## What is required
In the material below, find the line with "position:absolute; left:0px; top:0px;" and the line with "position:absolute; left:303px; top:605px;", then output those two lines and every line between them, exactly.

** Excerpted data follows **

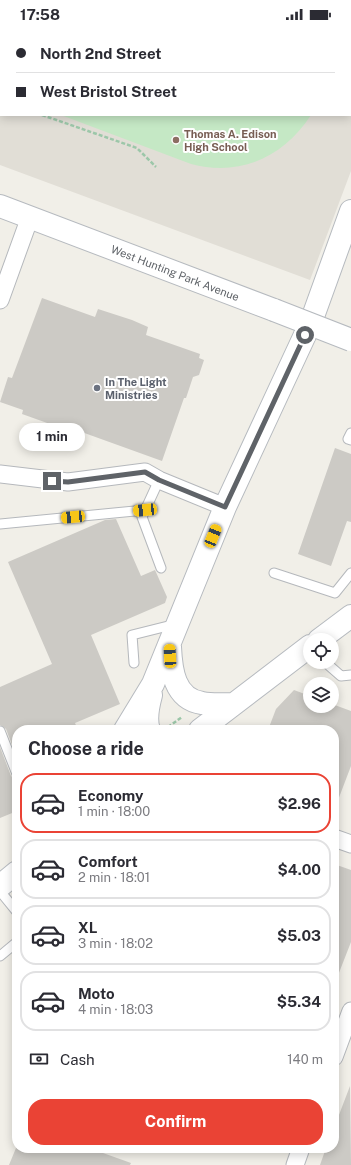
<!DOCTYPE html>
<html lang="en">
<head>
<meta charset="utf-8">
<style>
  body { margin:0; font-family:"Public Sans",sans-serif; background:#f7f7f7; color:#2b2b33; height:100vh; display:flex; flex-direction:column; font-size:15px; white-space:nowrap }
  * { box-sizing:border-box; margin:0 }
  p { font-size:13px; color:#7c7c81 }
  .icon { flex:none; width:22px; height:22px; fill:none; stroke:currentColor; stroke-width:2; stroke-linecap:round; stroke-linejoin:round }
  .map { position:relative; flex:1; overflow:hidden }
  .panel { position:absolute; left:12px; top:697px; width:327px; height:428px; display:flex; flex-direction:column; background:#fff; border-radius:16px; box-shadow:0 2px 10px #0003 }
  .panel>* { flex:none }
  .top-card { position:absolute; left:0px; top:0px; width:351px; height:88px; box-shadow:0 2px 10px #0003; display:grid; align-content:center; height:88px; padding:0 16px; background:#fff }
  .buttons { position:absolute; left:303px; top:605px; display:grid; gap:8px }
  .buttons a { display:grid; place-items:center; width:36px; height:36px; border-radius:50%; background:#fff; box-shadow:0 2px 10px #0003; font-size:20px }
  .end { position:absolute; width:18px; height:18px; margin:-9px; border:5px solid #5f6368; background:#fff; box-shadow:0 0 0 2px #fff }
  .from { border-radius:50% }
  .bubble { position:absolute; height:28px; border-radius:14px; background:#fff; box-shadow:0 2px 10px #0003; font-size:13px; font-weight:700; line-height:28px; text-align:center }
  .car { position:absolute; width:12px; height:24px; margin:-12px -6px; border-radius:5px; box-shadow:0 0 3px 1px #0007; background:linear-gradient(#f5c518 24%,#345 0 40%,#f5c518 0 76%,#345 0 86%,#f5c518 0) }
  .top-card b { display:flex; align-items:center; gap:14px; height:38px; font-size:15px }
  .top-card b+b { border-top:1px solid #e1e1e2 }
  .top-card i { width:10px; height:10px; background:#2b2b33 }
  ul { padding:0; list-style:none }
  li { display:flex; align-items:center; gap:12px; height:60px; margin:0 8px 6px; padding:0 8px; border:2px solid #e1e1e2; border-radius:16px }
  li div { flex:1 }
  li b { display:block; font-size:15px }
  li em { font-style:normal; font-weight:700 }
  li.active { border-color:#ea4335 }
  li>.icon { width:36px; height:36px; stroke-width:1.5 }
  h2 { padding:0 16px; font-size:18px; line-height:48px }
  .pay { display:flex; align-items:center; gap:10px; height:44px; padding:0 16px; font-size:15px }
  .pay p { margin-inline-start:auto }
  .button { display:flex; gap:8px; margin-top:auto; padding:8px 16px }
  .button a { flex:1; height:46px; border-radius:16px; background:#ea4335; color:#fff; font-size:16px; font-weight:700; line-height:46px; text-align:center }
  .status { display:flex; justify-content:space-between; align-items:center; height:28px; padding:0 20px; background:#fff; direction:ltr }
  .status svg { height:11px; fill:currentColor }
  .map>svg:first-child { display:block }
  .education { fill:#e1ded6; fill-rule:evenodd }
  .green { fill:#c5e8c5 }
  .building { fill:#cccac5 }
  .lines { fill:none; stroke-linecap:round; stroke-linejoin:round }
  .lane-casing { stroke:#b5b8bc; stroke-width:11 }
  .street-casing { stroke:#b5b8bc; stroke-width:19 }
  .secondary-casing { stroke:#b6babf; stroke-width:24 }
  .path { stroke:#9cc7a9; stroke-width:2.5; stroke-dasharray:4 2; stroke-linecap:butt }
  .lane { stroke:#fff; stroke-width:9 }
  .street { stroke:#fff; stroke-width:17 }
  .secondary { stroke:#fff; stroke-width:22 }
  .secondary-bridge-casing { stroke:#b6babf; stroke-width:24; stroke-linecap:butt }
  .secondary-bridge { stroke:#fff; stroke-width:22 }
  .route { stroke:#5f6368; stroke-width:5 }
  .education-dot { fill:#8d6e63; stroke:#fff; stroke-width:1.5 }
  .worship-dot { fill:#6b7280; stroke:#fff; stroke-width:1.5 }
  .labels { text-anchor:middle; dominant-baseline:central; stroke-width:4; stroke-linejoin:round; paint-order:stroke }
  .education-label { font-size:11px; font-weight:bold; fill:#785e54; stroke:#fff; text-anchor:start }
  .street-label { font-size:11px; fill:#5f6368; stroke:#fff }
  .worship-label { font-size:11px; font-weight:bold; fill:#5b616d; stroke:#fff; text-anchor:start }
</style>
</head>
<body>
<div class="status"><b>17:58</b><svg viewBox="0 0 49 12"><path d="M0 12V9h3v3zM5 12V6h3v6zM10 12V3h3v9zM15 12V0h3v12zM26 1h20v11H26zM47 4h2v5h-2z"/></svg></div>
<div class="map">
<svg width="351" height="1137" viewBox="0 0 351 1137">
  <rect width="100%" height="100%" fill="#f1efe8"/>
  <!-- education -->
  <path class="education" d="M0 0H351V143L310 252 0 137ZM1 1H350V87H1Z"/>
  <!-- green -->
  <path class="green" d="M0 0H318V1H1V64Z
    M61 87H311C284 129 240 149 191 136Z"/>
  <!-- building -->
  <path class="building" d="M42 270 95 289 98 281 132 292 148 299 146 307 200 326 199 330 204 332 199 347 193 349 186 370H184L162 433 65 398 64 401 22 386 23 382 0 374 8 349 12 350Z
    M335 420 351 426V494L347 493 331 538 298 526Z
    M116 491 141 548 155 542 167 569 165 575 91 607 120 676 75 695 78 702H17V730L6 701 0 697V659L52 636 8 534 105 492Z
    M294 662 310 668V678H332V676L351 683V738L335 780 334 702H268L276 681Z
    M0 719 11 748 17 752V783L0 790Z
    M334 836 351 842V914L335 955Z
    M350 1058 351 1137H320L326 1120H334V1100Z
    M16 1120H89L131 1135 130 1137H9Z"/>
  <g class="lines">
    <!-- lane casing -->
    <g class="lane-casing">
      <path id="lane" d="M351 405 348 411 351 412
        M159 452 142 489 161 540
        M0 496 145 482
        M274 545 335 565 351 545
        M325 634 341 648 351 647
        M134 635 132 607 176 596
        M0 703 17 746
        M0 863 17 884
        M0 928 17 914"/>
    </g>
    <!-- street casing -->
    <g class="street-casing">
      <path id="street" d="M0 272 30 189
        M0 446 68 454 145 444 159 452 225 479
        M334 810 351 816
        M334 1029 351 983
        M295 1137 301 1120"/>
    </g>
    <!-- secondary casing -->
    <g class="secondary-casing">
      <path id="secondary" d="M0 178 274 282
        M319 612 351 588
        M170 619C171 641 174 671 202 675 212 677 223 676 233 676
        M125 702 153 656 225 479 311 294 351 183
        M149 702C145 691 148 678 151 667
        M200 702 310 618
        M0 858 17 844"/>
    </g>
    <!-- path -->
    <path class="path" d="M0 72 1 73
      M42 87 137 120 156 139
      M168 699 182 689"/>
    <!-- lane -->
    <use href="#lane" class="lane"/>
    <!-- street -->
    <use href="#street" class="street"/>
    <!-- secondary -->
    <use href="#secondary" class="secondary"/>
    <!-- secondary-bridge casing -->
    <g class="secondary-bridge-casing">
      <path id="secondary-bridge" d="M274 282 351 312"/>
    </g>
    <!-- secondary-bridge -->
    <use href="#secondary-bridge" class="secondary-bridge"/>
  </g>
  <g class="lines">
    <!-- route -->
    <path class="route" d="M52 453 68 454 145 444 159 452 225 479 305 307"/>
  </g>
  <!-- markers -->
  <circle class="education-dot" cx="176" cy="112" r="4"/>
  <circle class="worship-dot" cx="97" cy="360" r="4"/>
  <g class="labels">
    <!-- education labels -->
    <g class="education-label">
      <text x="184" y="106">Thomas A. Edison<tspan x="184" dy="13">High School</tspan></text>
    </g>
    <!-- street labels -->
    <g class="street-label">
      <text transform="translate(175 245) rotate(21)">West Hunting Park Avenue</text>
    </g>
    <!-- worship labels -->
    <g class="worship-label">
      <text x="105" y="354">In The Light<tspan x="105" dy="13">Ministries</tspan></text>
    </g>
  </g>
</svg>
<div class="buttons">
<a><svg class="icon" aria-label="locate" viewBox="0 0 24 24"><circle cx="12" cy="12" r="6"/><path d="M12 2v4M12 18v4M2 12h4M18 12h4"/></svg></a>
<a><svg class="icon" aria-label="layers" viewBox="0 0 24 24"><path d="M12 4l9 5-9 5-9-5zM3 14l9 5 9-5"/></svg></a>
</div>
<i class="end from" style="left:305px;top:307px"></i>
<i class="end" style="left:52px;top:453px"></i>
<div class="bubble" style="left:19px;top:395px;width:66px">1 min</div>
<i class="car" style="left:145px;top:482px;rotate:264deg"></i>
<i class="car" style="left:73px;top:489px;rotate:265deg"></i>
<i class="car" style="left:213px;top:508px;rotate:22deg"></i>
<i class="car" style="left:170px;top:628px;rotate:357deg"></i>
<div class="top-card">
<b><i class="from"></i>North 2nd Street</b>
<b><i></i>West Bristol Street</b>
</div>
<section class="panel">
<h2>Choose a ride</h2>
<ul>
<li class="active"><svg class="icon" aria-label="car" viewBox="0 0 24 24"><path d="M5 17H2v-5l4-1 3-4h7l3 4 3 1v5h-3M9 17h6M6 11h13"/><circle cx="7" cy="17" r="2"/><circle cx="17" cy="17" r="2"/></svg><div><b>Economy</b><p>1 min · 18:00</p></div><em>$2.96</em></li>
<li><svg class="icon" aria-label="car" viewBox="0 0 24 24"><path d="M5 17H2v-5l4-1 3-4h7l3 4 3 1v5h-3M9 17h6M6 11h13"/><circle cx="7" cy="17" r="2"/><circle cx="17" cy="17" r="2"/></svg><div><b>Comfort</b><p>2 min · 18:01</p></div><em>$4.00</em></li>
<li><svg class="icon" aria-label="car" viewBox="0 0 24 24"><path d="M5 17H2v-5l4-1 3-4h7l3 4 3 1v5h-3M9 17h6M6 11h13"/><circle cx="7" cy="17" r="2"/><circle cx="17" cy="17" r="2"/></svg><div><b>XL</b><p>3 min · 18:02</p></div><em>$5.03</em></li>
<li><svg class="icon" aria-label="car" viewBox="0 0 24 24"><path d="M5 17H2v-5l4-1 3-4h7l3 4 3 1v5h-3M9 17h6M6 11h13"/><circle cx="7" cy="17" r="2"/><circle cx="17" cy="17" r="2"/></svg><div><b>Moto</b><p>4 min · 18:03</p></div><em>$5.34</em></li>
</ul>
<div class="pay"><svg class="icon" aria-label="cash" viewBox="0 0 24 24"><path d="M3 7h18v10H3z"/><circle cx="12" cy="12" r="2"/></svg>Cash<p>140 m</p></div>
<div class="button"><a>Confirm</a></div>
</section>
</div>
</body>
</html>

** End of Excerpted data **

## Output for this exercise
  .top-card { position:absolute; left:0px; top:0px; width:351px; height:88px; box-shadow:0 2px 10px #0003; display:grid; align-content:center; height:88px; padding:0 16px; background:#fff }
  .buttons { position:absolute; left:303px; top:605px; display:grid; gap:8px }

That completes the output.